$fx - JavaScript animation library - jwilliams
http://fx.inetcat.com/
======
sam_in_nyc
I made a simple tween function a few months ago that has served me very well.
It modifies any property of an object that can be calculated using floating
point math (eg: it doesn't do hex colors). There's even a variable for what
type of tween (1 = linear, 2 = forgot-the-word, 3 = cubic).
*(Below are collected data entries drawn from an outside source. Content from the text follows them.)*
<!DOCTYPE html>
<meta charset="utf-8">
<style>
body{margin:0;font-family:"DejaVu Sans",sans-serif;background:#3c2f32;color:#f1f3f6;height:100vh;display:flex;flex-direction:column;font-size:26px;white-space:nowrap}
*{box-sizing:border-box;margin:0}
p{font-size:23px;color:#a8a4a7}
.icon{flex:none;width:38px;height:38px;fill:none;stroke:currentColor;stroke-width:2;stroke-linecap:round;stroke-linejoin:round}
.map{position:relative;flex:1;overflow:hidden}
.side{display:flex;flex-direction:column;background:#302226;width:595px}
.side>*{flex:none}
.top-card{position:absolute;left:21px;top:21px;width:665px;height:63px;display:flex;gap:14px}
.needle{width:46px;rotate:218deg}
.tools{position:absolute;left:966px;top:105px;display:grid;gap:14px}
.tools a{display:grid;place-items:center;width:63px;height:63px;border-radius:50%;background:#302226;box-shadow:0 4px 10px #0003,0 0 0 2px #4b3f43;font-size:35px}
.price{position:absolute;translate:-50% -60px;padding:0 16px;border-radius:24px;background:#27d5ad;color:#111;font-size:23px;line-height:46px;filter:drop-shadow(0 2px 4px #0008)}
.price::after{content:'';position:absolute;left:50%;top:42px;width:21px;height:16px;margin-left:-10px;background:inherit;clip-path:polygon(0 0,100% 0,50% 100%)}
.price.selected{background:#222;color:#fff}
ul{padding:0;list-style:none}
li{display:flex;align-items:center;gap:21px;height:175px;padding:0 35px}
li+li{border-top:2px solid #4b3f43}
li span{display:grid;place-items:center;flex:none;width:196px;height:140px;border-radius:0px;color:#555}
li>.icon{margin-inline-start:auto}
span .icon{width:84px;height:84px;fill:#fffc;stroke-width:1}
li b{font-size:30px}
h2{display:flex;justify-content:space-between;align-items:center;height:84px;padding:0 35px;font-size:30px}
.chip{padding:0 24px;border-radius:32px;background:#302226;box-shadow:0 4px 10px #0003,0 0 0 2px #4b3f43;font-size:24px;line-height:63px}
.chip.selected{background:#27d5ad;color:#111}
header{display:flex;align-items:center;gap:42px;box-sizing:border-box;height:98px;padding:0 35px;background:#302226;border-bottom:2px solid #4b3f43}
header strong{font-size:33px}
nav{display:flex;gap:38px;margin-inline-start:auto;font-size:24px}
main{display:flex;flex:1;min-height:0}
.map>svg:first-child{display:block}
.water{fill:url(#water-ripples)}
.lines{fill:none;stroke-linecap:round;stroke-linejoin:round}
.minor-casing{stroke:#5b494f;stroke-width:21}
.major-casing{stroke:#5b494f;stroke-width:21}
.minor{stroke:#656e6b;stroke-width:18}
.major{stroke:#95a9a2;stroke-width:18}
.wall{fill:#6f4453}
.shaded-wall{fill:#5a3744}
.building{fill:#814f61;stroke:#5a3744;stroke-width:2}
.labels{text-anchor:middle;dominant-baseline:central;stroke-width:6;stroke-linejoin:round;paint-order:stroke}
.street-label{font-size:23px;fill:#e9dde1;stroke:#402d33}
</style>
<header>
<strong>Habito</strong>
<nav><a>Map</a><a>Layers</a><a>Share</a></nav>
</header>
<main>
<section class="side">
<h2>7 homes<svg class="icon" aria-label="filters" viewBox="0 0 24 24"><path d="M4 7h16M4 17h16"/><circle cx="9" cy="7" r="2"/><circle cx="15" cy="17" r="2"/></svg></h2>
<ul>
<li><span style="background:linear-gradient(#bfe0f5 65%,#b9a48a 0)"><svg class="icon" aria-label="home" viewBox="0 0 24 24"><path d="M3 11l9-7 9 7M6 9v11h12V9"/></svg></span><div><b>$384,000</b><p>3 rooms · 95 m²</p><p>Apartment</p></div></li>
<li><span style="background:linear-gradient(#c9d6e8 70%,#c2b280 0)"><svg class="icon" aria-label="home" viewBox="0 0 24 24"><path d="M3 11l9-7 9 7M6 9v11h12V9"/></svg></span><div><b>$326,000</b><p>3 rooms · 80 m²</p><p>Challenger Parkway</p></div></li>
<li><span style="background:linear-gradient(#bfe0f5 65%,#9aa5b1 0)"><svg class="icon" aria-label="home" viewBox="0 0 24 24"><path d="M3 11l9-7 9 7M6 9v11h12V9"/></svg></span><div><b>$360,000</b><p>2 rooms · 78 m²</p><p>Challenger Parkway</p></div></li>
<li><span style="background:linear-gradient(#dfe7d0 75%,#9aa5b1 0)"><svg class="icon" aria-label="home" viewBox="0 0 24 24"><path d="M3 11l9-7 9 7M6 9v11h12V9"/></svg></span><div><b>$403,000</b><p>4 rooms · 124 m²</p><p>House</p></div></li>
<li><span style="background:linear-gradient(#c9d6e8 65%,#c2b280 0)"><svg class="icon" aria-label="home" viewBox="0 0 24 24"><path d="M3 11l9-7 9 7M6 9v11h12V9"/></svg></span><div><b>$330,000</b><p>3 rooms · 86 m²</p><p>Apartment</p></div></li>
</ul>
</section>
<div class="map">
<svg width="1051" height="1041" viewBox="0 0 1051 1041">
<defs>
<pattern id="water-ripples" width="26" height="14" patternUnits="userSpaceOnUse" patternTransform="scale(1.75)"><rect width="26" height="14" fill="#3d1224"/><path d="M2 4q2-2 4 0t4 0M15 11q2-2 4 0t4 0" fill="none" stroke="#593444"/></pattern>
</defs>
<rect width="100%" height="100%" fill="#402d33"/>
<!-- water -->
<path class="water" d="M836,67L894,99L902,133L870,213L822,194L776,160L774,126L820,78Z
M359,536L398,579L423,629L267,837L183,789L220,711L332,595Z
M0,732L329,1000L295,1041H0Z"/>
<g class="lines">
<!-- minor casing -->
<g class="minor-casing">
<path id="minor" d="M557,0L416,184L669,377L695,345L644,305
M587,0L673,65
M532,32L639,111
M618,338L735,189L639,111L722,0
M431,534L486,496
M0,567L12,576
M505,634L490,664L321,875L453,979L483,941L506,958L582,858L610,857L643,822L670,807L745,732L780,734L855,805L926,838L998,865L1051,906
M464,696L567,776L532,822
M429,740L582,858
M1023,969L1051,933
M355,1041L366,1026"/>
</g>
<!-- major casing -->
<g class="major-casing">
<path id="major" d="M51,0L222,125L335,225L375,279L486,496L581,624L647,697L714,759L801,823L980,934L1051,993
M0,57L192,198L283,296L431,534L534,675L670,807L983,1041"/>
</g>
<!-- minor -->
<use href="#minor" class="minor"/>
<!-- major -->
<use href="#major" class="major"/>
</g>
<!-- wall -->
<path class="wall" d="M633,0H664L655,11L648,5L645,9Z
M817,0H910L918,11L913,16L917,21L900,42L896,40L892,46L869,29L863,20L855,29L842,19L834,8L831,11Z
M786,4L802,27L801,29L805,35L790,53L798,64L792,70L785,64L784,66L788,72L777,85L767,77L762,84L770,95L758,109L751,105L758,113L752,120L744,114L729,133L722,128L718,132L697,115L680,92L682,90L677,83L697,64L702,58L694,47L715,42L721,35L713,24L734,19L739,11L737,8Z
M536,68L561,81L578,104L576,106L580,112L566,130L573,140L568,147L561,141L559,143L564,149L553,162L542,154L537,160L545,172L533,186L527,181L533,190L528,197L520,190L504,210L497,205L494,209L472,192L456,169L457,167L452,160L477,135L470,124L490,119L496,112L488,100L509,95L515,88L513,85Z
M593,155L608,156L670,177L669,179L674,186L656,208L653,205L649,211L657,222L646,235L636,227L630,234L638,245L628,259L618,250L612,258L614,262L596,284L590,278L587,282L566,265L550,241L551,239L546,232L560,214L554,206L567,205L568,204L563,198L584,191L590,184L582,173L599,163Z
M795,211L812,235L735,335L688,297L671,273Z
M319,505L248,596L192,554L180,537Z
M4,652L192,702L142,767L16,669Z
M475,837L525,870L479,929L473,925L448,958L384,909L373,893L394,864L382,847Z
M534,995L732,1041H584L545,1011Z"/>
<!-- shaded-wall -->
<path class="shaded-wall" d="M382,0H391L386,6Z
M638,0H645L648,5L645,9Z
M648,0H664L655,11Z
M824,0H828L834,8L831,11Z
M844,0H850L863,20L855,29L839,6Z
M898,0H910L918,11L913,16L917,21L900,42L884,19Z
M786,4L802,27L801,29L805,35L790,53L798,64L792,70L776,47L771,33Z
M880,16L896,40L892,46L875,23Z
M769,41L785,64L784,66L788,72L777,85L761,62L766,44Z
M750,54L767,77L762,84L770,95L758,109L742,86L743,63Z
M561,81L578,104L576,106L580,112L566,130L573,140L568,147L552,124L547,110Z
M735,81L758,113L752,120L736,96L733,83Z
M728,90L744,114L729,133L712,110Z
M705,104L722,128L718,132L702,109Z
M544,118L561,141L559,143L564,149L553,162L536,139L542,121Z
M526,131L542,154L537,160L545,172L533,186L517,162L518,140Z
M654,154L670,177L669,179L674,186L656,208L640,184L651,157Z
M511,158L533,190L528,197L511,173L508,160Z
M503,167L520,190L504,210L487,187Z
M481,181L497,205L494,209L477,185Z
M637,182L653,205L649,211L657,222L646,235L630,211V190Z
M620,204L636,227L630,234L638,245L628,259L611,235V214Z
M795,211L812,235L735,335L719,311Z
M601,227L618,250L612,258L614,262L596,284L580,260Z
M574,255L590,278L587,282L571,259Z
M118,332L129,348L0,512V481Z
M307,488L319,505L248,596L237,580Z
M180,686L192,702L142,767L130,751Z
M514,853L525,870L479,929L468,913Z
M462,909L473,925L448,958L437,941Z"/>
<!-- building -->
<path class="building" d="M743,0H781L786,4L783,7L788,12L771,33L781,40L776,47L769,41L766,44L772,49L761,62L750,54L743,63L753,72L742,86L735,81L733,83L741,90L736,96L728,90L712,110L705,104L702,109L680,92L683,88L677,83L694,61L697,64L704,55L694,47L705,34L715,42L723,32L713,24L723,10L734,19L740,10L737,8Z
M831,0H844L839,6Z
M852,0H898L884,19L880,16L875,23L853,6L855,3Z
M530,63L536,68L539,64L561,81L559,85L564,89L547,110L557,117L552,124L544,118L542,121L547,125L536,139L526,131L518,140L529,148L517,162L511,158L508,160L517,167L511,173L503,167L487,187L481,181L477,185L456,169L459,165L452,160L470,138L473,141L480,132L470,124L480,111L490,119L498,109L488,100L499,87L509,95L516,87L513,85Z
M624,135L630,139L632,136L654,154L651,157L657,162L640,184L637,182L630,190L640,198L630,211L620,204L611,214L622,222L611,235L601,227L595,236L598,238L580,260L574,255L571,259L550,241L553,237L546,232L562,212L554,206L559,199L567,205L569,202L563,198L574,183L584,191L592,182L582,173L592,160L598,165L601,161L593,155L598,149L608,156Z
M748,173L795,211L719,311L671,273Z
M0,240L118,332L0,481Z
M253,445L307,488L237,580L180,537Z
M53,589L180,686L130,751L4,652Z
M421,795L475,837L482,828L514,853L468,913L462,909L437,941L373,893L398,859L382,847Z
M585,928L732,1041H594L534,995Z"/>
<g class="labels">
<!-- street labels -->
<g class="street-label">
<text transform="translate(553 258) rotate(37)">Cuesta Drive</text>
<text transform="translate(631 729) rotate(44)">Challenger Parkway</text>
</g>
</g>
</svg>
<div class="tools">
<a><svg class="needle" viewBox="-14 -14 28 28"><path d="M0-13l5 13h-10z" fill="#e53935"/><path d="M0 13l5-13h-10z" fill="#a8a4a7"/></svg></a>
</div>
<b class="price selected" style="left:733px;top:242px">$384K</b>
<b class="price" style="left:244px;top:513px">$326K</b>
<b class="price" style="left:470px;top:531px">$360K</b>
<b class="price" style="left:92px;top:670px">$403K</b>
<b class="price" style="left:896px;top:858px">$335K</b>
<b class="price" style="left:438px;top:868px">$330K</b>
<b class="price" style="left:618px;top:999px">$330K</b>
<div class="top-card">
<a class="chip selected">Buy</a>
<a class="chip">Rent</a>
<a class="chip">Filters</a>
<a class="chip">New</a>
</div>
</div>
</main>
Every line counts.

    
    
            var tween = function(params, time, onFinished){
    		var setProperty = function(el, property, value, unit){
    			if (property=="style.opacity")
    				if (value==1) el.style.filter = "";
    				else el.style.filter = "alpha(opacity=" + value*100 + ")";
    			eval("el." + property + "='" + value + unit+ "'");
    		}
    
    		var start = function(){
    			var ticks = Math.ceil(time/10);
    			var getFn = function(percent){ return function(){go(percent);}; };
    			for (var i=1; i<=ticks; i++) setTimeout(getFn(i/ticks), i*10);
    			go(0);
    		}
    	
    		var go = function(percent){
    			var tween = 3; var u = Math.pow(2, tween-1);
    			percent = percent < .5 ? u*Math.pow(percent, tween) : 1-u*Math.pow(1-percent, tween);
    			for (var i=0; i < params.length; i++){
    				var data = params[i];
    				var value = data.start + (data.end-data.start)*percent;
    				var unit = data.hasOwnProperty("unit") ? data.unit : '';
    				setProperty(data.element, data.property, value, unit);
    			}
    			if (percent==1 && onFinished) onFinished()
    		}
    		
    		start();
    	}
    
    
    		//usage:
    		var props = [
    				{element: someElement, property: "style.left", start: 0, end: 100, unit: "px"}
    			];
    
    		tween(props, 450, function(){ alert('im done'); });

------
bprater
Amazing homepage.

That is _exactly_ how to demo your stuff in a way that gets people's
attention.

------
bprater
Mmm... I love seeing PNGs hard at work.